Für den Ausgang der Bundestagswahl ist es gehupft wie gesprungen, ob Hofreiter, Özdemir oder Habeck antritt. Sie werden anschließend Oppositionsführer sein oder, wenn es besonders gut läuft, Minister in einer Dreiparteienkoalition. Aber die Kanzlerin wird in jedem Fall weiter Angela Merkel heißen.
Alle, die damit gut leben können, weil sie Merkel erträglich oder sogar super finden, dürfen jetzt aufhören zu lesen. Für diejenigen aber, die sich nach einem Wechsel sehnen – sei es, weil es nach zwölf Jahren Merkel auch mal gut ist, sei es, weil sie glauben, dass es eine Demokratie lebendig hält, ja sogar existenziell für sie ist, wenn bei Wahlen ein Wechsel zumindest theoretisch denkbar ist –, für all die folgt nun ein Gedankenspiel. Ein radikal-pragmatisches, denn es geht zunächst einmal nicht um politische Inhalte, sondern einzig um die Frage: Wer kann Angela Merkel überhaupt schlagen?
Antwort 1:
Die SPD ist es nicht. Jedenfalls nicht mit dem Kanzlerkandidaten Sigmar Gabriel. Jeder weiß das, wahrscheinlich sogar Gabriel selbst. Er hätte nur eine Chance, wenn Merkel über sich selbst stolpert, ihre politische Basis – zu der aktuell selbst die SPD gehört – ihr anschließend die Macht entzieht und sie genau demjenigen zuspielt, der gerade zur richtigen Zeit am richtigen Ort steht. So wie es Helmut Kohl 1982 passierte. Oder Angela Merkel 2005. Aber danach sieht es bis auf weiteres nicht aus, auch weil die SPD sich nicht traut. Letzteres verdeutlicht nur noch einmal das Problem: Sigmar Gabriel müsste sich im Bundestagswahlkampf 2017 selbst schlagen. Das kann nicht gelingen.
Eigentlich wäre die SPD längst reif für das Modell Großbritannien.
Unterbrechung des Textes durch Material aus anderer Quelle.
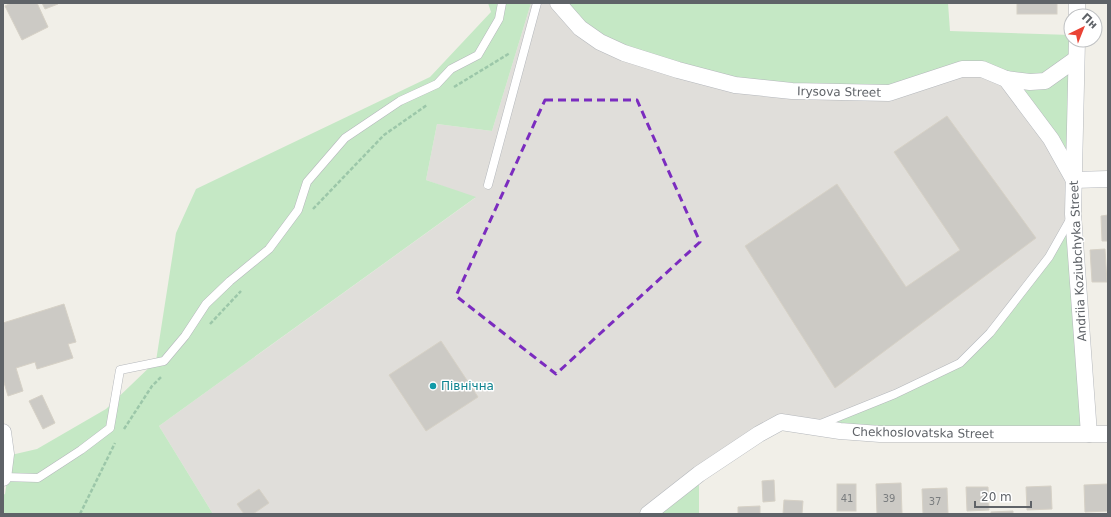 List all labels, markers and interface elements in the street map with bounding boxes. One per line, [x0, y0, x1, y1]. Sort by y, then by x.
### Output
north arrow [1063, 8, 1103, 48]
text: Пн [1079, 11, 1100, 32]
street label: Irysova Street [797, 84, 881, 100]
street label: Andriia Koziubchyka Street [1067, 180, 1089, 342]
place label: Північна [441, 379, 494, 393]
marker: Північна [428, 381, 438, 391]
street label: Chekhoslovatska Street [852, 425, 994, 441]
scale bar [975, 483, 1031, 509]
text: 20 m [981, 490, 1012, 504]
house number: 41 [841, 493, 853, 504]
house number: 39 [883, 493, 895, 504]
house number: 37 [929, 496, 941, 507] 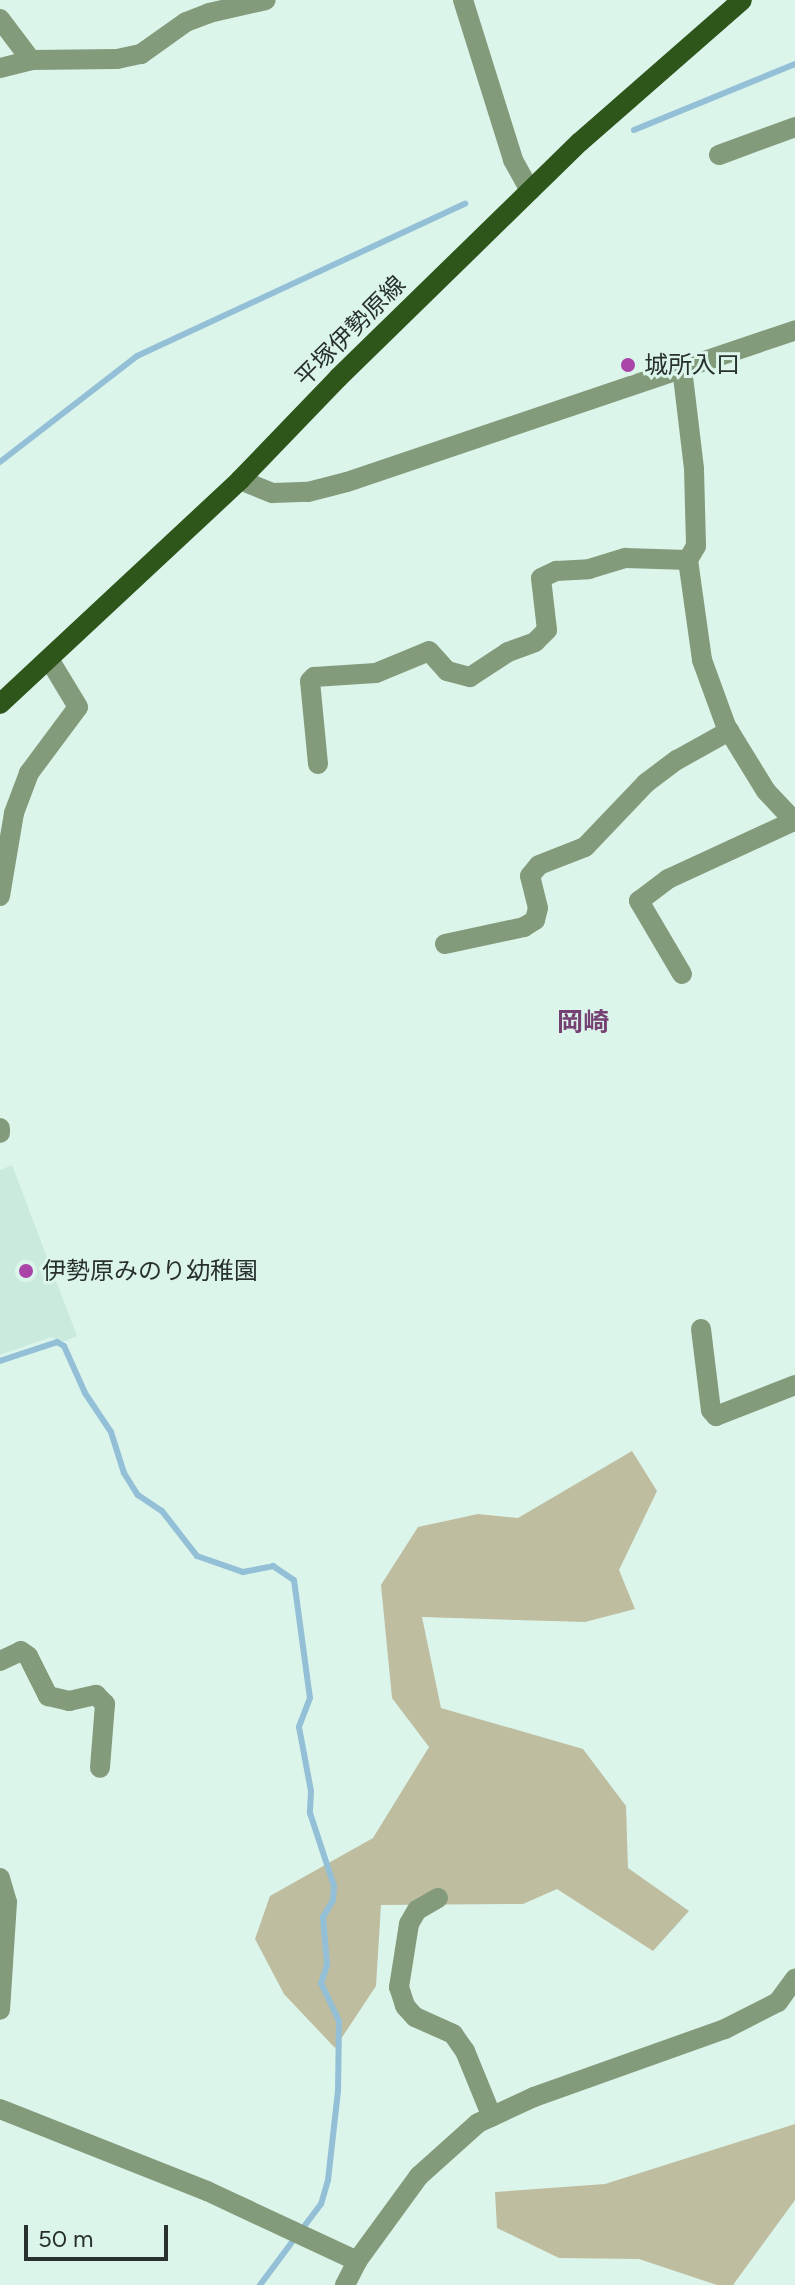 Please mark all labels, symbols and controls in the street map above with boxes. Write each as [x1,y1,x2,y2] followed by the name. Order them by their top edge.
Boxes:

Dort hat sich das SPD-Pendant Labour so sehr selbst im Weg gestanden, dass die Basis mit Jeremy Corbyn mal eben einen gestandenen Altlinken an die Spitze putschte. Doch der SPD fehlt dafür nicht nur die umsturzwillige Basis. Vor allem ist weit und breit kein Typ wie Corbyn oder wie der US-Demokrat Bernie Sanders in Sicht, die beide nie zum Establishment ihrer Partei gehörten, stets eine grundsolide linke Haltung bewahrten und daher als Garanten für einen politischen Schwenk stehen können.
Nach längerem Nachdenken fallen einem hierzulande höchstens Oskar Lafontaine oder Hans-Christian Ströbele ein. Die zählen immerhin zur gleichen Generation wie Corbyn und Sanders. Doch ganz egal, was man von den beiden heute halten mag, es spielt eh keine Rolle: Sie haben die SPD schon vor vielen Jahren verlassen.
Das Beste für die SPD wäre daher, sie würde bei der Bundestagswahl deutlich unter 20 Prozent stürzen. Dann hätte sie anschließend wenigstens die Chance, sich als nächste Protestpartei wieder aufzubauen – im Jahr 2020. Für die K-Frage bei der Wahl 2017 aber spielt sie keine Rolle. Leider.
Antwort 2:
Die Linkspartei? Nein. Weder wäre die Partei selbst dafür bereit noch die Bundesrepublik.
Antwort 3:
Die Grünen. Die Grünen, die in Umfragen bei etwa 12 Prozent stehen? Ja, die Grünen. Natürlich nicht mit einem aus dem Spitzenkandidatenquartett. Würde einer der vier sagen: „Ich will Kanzler anstelle der Kanzlerin werden“, dann würde die Republik wahrscheinlich laut über sie lachen, so wie sie damals über Guido Westerwelle gelacht hat. Zu Recht, denn niemand würde glauben, dass sie es schaffen können. Und ein Kandidat, an den niemand glaubt, gewinnt nicht.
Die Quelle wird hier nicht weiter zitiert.